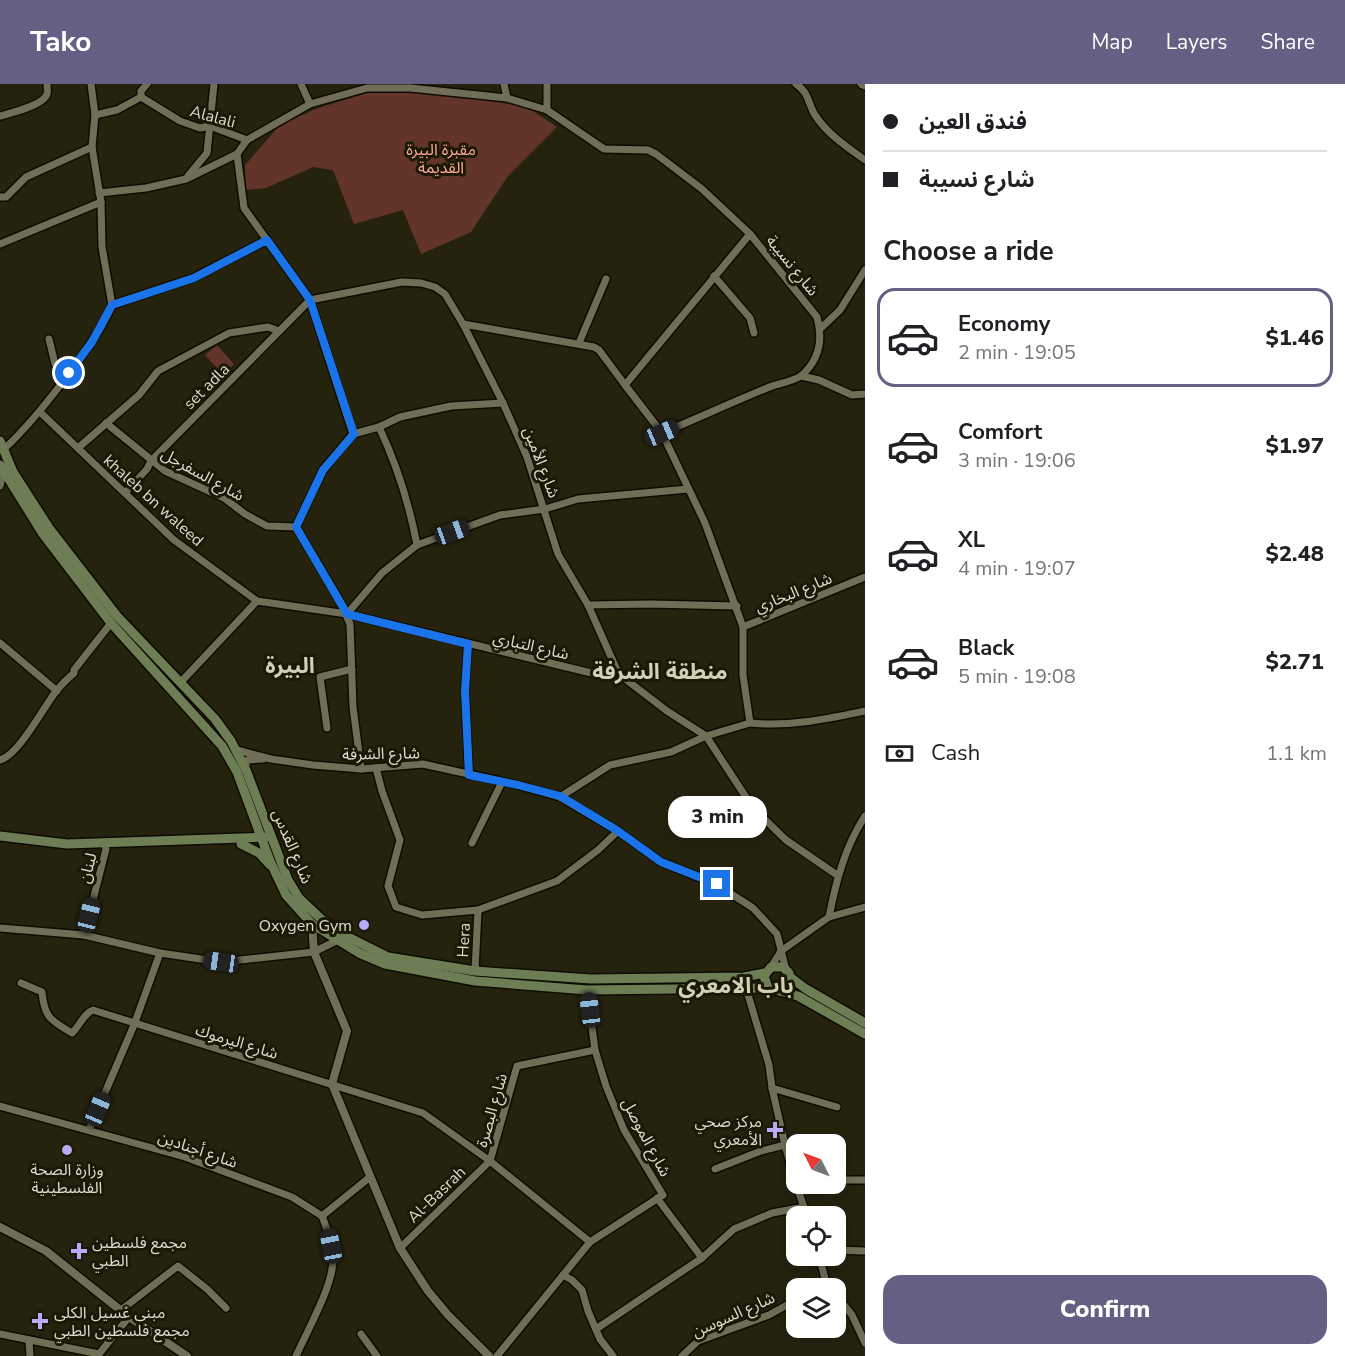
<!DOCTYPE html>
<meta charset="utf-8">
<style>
body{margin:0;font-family:"Nunito Sans","Noto Sans Arabic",sans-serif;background:#f2f2f2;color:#202124;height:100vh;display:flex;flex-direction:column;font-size:22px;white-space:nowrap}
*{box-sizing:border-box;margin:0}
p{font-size:20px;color:#757577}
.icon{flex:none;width:33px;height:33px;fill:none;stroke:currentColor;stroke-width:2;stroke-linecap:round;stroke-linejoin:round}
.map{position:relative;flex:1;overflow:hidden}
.panel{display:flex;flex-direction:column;background:#fff;width:480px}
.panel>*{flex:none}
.banner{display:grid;align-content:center;height:132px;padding:0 18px;background:#fff}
.needle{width:39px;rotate:312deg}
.fabs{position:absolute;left:786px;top:1050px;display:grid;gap:12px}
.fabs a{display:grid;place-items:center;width:60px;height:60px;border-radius:12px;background:#fff;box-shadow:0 3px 15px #0003;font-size:30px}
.end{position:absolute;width:27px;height:27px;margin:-14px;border:8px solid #1a73e8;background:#fff;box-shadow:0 0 0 3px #fff}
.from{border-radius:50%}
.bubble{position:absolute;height:42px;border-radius:18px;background:#fff;box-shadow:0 3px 15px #0003;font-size:20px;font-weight:800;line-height:42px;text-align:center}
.car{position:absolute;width:18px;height:36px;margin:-18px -9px;border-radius:8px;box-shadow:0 0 4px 2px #0007;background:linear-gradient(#222 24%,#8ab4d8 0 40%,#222 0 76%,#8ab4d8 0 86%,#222 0)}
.banner b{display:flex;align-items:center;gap:21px;height:57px;font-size:22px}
.banner b+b{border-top:2px solid #e0e0e0}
.banner i{width:15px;height:15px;background:#202124}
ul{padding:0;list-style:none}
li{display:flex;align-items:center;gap:18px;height:99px;margin:0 12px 9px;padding:0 6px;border:3px solid transparent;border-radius:18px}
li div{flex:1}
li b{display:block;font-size:22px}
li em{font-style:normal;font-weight:800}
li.active{border-color:#645f83}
li>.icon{width:54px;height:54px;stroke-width:1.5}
h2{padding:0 18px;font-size:27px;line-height:72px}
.pay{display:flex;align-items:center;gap:15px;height:66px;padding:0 18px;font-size:22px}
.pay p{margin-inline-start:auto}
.button{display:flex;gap:12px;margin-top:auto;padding:12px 18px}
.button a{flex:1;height:69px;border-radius:18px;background:#645f83;color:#fff;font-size:24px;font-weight:800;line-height:69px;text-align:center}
header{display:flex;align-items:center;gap:36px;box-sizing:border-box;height:84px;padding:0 30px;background:#645f83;color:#fff}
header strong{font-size:28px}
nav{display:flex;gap:33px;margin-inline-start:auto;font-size:21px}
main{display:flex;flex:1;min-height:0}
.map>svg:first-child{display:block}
</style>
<header>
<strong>Tako</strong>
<nav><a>Map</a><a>Layers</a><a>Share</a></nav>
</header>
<main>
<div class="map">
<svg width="865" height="1272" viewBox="0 0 865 1272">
<rect width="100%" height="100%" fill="#25230e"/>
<!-- green -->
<g fill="#62342a">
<path d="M 370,8 L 441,9 L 527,23 L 557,43 L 508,92 L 471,148 L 421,170 L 403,126 L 354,140 L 333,86 L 313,83 L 266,104 L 246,106 L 245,81 L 280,41 L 318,24 Z"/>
<path d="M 217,261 L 234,280 L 223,291 L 205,271 Z"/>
</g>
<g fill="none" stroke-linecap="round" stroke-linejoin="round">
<!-- minor casing -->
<g stroke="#0e0c00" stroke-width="10">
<g id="minor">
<path d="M 91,0 L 95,31 L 92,63 L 101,118 L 102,163 L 112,221"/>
<path d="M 301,0 L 310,20"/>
<path d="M 504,0 L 507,14"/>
<path d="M 547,0 L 547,26 L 604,65 L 648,66 L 656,70 L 702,105 L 750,150 L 817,233 C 823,255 820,275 802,291 C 795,297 781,299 772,302 C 735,317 698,334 662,349"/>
<path d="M 796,0 C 809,8 808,20 815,31 C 828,51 847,63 865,76"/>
<path d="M 861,0 L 865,2"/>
<path d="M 141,13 L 141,7 L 147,0"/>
<path d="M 95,31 L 117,26 L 141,13 L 180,37 L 200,44 L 210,42 L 247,56"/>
<path d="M 0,32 C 11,29 44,21 47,10 C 48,8 47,2 47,0"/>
<path d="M 237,70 L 244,124 L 310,216 L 353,350"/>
<path d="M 188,92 L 207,69 L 214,0"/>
<path d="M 99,109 L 146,104 L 186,95 L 237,70 L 247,56 L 310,20 L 367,4 L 410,4 L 507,14 L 547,26"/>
<path d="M 0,113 L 6,113 L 26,93 L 92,63"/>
<path d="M 0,160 L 101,118"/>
<path d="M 714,192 L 750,234 L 754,249"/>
<path d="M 310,216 L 402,198 L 421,199 L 435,203 L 445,210 L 463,240 L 503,319 L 527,373 L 558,470 L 588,521 L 616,584 L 624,594 L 667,627 L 706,652"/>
<path d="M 112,221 L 193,194 L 267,156"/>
<path d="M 463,240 L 594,263 L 599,266 L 625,301"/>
<path d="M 820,245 L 840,226 L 865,186"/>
<path d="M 49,255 L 55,280 L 69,289"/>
<path d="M 579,259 L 606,195"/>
<path d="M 801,292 L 819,296 L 852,311 L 865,310"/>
<path d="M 40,328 L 174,456 L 257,517 L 347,530 L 604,592 L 624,594"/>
<path d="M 106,339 L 165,387 L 224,414 L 245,430 L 267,442 L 296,443"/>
<path d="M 379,343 C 397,381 409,419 417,461"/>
<path d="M 78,364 L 139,311 L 158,287 L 229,249 L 268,243 L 279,247"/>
<path d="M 4,365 C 27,344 46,320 65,295 C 83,271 100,248 112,221"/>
<path d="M 0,402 L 3,390"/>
<path d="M 125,409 L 147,385 L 151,377 L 310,216"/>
<path d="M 588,521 L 650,520 L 737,522"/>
<path d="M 347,530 L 382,489 L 417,461 L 500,431 L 545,425 L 578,415 L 688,405"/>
<path d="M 743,543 L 705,439 L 662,349 L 625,301 L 750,150"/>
<path d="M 0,559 L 57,607"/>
<path d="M 468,560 L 465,607 L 469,691"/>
<path d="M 180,599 L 257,517"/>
<path d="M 750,639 C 790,643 826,635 865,627"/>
<path d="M 327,644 L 320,593 L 352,585"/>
<path d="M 237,666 L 271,675 L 313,681 L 361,685 L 423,680 L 518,701 L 560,713 L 618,747 L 661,778 L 716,800 L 753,824 L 777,850 L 786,886"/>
<path d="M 0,676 C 19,671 44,622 57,606 C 62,600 68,594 74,589 L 74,586 L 111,539"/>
<path d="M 376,684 L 382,707 L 400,756 L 388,802 L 396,823 L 422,831 L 478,826 L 557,797 L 598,766 L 618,747"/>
<path d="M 245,685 L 247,676 L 263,675"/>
<path d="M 361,685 L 353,623 L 350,540 L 341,519 L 296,443 L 323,386 L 353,350 L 379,343 L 400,333 L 451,322 L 503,319"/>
<path d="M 560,713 L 610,681 L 671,668 L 706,652"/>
<path d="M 472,759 L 502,698"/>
<path d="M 837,791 L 786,756 L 753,724 L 706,652 L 750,639 L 743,591 L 743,543 L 865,493"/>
<path d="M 829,833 C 836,797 845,763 865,732"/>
<path d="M 0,844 L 84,851 L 160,869 L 221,878 L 314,868 L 338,856"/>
<path d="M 84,851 L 106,765 L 104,759"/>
<path d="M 771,883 L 781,867 L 829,833 L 865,823"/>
<path d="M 475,887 L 478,826"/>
<path d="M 21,899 L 42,908 C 44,933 51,937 72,949 C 79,943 84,929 93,926 L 423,1029 L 490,1077 L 590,1158"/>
<path d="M 746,904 L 769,981 L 772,1004 L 785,1061 L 795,1097 L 807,1132"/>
<path d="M 587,906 L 595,966"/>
<path d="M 772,1004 L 837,1023"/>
<path d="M 0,1022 L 185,1073 L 292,1113 L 322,1132 L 370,1093"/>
<path d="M 89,1046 L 134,941 L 160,869"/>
<path d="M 490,1077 L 517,982 L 595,966 L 606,1002 L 624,1046 L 663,1111 L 590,1158 L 497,1272"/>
<path d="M 715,1085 L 761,1067 L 785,1061"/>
<path d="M 836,1096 L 865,1096"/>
<path d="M 400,1164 L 490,1077"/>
<path d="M 836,1166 L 865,1167"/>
<path d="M 819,1172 L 827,1202"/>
<path d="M 702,1174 L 734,1145 L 772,1129 L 804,1123"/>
<path d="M 563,1191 L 572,1196 L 582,1206 L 588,1227 L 600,1255 L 613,1272"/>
<path d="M 836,1211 L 852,1231 L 865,1259"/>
<path d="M 121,1226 L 178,1182 L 207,1205 L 226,1224"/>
<path d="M 596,1245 L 702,1174 L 657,1114"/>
<path d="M 0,1250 L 99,1270"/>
<path d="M 361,1250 L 377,1272"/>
<path d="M 29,1256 L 30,1272"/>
<path d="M 99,1272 L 99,1270 L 129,1233"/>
<path d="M 296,1272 C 307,1247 335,1199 333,1172 C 332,1158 327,1145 322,1132"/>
<path d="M 682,1272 L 698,1257 L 769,1231 L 796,1216"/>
</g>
</g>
<!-- tertiary casing -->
<g stroke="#0e0c00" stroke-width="11">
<g id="tertiary">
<path d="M 312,840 L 314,868 L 347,947 L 332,1000 L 400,1164 L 428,1207 L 448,1231 L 489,1272"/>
<path d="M 0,1143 L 46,1167 L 129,1233 L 187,1272"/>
</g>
</g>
<!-- secondary casing -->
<g stroke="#0e0c00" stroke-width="12">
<g id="secondary">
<path d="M 0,357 L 13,388 L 49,444 L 117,532 L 215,635 L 231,657 L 246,686 L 288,796 L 299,814 L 321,835 L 346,852 L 388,873 L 475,887 L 591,895 L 744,893 L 765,889"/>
<path d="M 0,381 L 43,450 L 111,539 L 222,662 L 237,688 L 270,777 L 286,811 L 312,840 L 359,869 L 385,880 L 475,897 L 587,906 L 768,904"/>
<path d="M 0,752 L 67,760 L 267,753"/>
<path d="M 241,760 L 259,769 L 270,781"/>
<path d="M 790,893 L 806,905 L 865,939"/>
<path d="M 781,907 L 788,902 L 789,889 L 783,883 L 771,883 L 764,892 L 768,904 L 798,912 L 865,950"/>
</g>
</g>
<!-- minor -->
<use href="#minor" stroke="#716e58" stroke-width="7"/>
<!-- tertiary -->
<use href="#tertiary" stroke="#716e58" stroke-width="8"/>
<!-- secondary -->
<use href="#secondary" stroke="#6d7d54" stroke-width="9"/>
</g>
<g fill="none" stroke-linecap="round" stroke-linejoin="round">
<!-- route -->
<path stroke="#1a73e8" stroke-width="8" d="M 69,289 L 92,258 L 112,221 L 194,194 L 267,156 L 310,216 L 354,350 L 323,386 L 296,443 L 347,530 L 468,560 L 465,607 L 469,691 L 518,701 L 560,712 L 618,747 L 661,778 L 717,800"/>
</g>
<!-- markers -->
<g fill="#b7abf8" stroke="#1b1906" stroke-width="2">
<circle cx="364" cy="841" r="6"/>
<path d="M772 1037h6v6h6v6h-6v6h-6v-6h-6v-6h6z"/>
<circle cx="67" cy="1066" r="6"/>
<path d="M76 1158h6v6h6v6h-6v6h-6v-6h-6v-6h6z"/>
<path d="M37 1228h6v6h6v6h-6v6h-6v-6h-6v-6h6z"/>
</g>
<g text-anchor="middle" stroke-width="6" stroke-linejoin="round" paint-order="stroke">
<!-- street labels -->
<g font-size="16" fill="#dddccf" stroke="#1b1906">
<text transform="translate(213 32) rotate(15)" y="6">Alalali</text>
<text transform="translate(793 181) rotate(51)" y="6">شارع نسيبة</text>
<text transform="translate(206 302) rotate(-45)" y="6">set adla</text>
<text transform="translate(542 378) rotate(69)" y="6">شارع الأمين</text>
<text transform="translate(203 390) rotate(29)" y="6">شارع السفرجل</text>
<text transform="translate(154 416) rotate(42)" y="6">khaleb bn waleed</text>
<text transform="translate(793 508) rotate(-22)" y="6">شارع البخاري</text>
<text transform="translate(531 561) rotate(13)" y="6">شارع التباري</text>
<text transform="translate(381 669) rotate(-1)" y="6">شارع الشرفة</text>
<text transform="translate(293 762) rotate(67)" y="6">شارع القدس</text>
<text transform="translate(87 784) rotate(-76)" y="6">لبنان</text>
<text transform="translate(463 856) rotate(-87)" y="6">Hera</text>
<text transform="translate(237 957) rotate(17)" y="6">شارع اليرموك</text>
<text transform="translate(491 1026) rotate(-74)" y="6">شارع البصرة</text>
<text transform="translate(647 1053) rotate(62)" y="6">شارع الموصل</text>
<text transform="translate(198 1065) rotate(19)" y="6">شارع أجنادين</text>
<text transform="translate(436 1110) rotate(-44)" y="6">Al-Basrah</text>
<text transform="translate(733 1230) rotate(-24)" y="6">شارع السوسن</text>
</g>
<!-- park labels -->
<g font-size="16" fill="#faa895" stroke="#1b1906">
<text x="441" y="71">مقبرة البيرة<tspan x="441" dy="18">القديمة</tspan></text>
</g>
<!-- poi labels -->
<g font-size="16" fill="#dddccf" stroke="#1b1906" text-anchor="end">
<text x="352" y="847">Oxygen Gym</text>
<text x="762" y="1043">مركز صحي<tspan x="762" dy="18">الأمعري</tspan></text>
<text x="67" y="1091" text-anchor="middle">وزارة الصحة<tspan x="67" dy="18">الفلسطينية</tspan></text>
<text x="92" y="1164" text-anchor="start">مجمع فلسطين<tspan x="92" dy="18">الطبي</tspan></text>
<text x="54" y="1234" text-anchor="start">مبنى غسيل الكلى<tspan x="54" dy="18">مجمع فلسطين الطبي</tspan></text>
</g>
<!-- district labels -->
<g font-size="22" font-weight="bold" fill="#d1cfb6" stroke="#1b1906">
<text x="290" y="589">البيرة</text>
<text x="660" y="595">منطقة الشرفة</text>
<text x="736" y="909">باب الامعري</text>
</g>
</g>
</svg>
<div class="fabs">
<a><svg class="needle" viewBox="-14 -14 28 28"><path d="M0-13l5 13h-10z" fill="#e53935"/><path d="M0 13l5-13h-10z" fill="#757577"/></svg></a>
<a><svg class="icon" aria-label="locate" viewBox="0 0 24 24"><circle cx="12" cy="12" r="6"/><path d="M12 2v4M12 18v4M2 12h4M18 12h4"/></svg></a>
<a><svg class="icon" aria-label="layers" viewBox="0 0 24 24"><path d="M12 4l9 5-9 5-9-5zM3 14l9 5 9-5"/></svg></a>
</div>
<i class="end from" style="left:69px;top:289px"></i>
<i class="end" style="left:717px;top:800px"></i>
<div class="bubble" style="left:668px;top:712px;width:99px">3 min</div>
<i class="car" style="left:662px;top:349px;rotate:67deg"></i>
<i class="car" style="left:452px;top:448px;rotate:70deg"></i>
<i class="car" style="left:89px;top:831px;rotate:14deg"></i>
<i class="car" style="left:221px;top:878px;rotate:278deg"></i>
<i class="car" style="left:590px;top:926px;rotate:353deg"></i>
<i class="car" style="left:98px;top:1025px;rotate:23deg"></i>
<i class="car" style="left:331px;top:1162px;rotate:349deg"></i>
</div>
<section class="panel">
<div class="banner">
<b><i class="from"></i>فندق العين</b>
<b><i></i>شارع نسيبة</b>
</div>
<h2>Choose a ride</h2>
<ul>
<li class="active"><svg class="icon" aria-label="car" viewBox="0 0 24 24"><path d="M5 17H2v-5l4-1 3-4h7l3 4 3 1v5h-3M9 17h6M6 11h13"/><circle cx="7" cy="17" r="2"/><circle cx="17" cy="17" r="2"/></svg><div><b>Economy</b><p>2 min · 19:05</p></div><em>$1.46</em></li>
<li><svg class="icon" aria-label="car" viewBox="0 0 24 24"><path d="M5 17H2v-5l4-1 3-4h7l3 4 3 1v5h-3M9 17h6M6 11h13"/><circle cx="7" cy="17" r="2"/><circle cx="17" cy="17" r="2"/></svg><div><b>Comfort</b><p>3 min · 19:06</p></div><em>$1.97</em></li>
<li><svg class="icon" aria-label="car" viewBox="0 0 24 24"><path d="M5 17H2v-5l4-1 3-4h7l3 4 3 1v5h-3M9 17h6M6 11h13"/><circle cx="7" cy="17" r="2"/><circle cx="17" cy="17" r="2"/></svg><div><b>XL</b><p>4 min · 19:07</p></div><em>$2.48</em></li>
<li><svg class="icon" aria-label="car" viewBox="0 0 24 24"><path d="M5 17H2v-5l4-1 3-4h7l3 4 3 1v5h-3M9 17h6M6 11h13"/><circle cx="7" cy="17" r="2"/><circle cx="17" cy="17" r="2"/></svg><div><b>Black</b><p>5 min · 19:08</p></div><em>$2.71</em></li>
</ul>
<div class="pay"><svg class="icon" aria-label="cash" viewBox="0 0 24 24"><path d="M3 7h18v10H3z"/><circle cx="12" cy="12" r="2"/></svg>Cash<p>1.1 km</p></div>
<div class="button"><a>Confirm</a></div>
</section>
</main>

- ACTION ITEM: Each line that holds the word "auto" should be extracted from the records.

- EXPECTED ANSWER:
.pay p{margin-inline-start:auto}
.button{display:flex;gap:12px;margin-top:auto;padding:12px 18px}
nav{display:flex;gap:33px;margin-inline-start:auto;font-size:21px}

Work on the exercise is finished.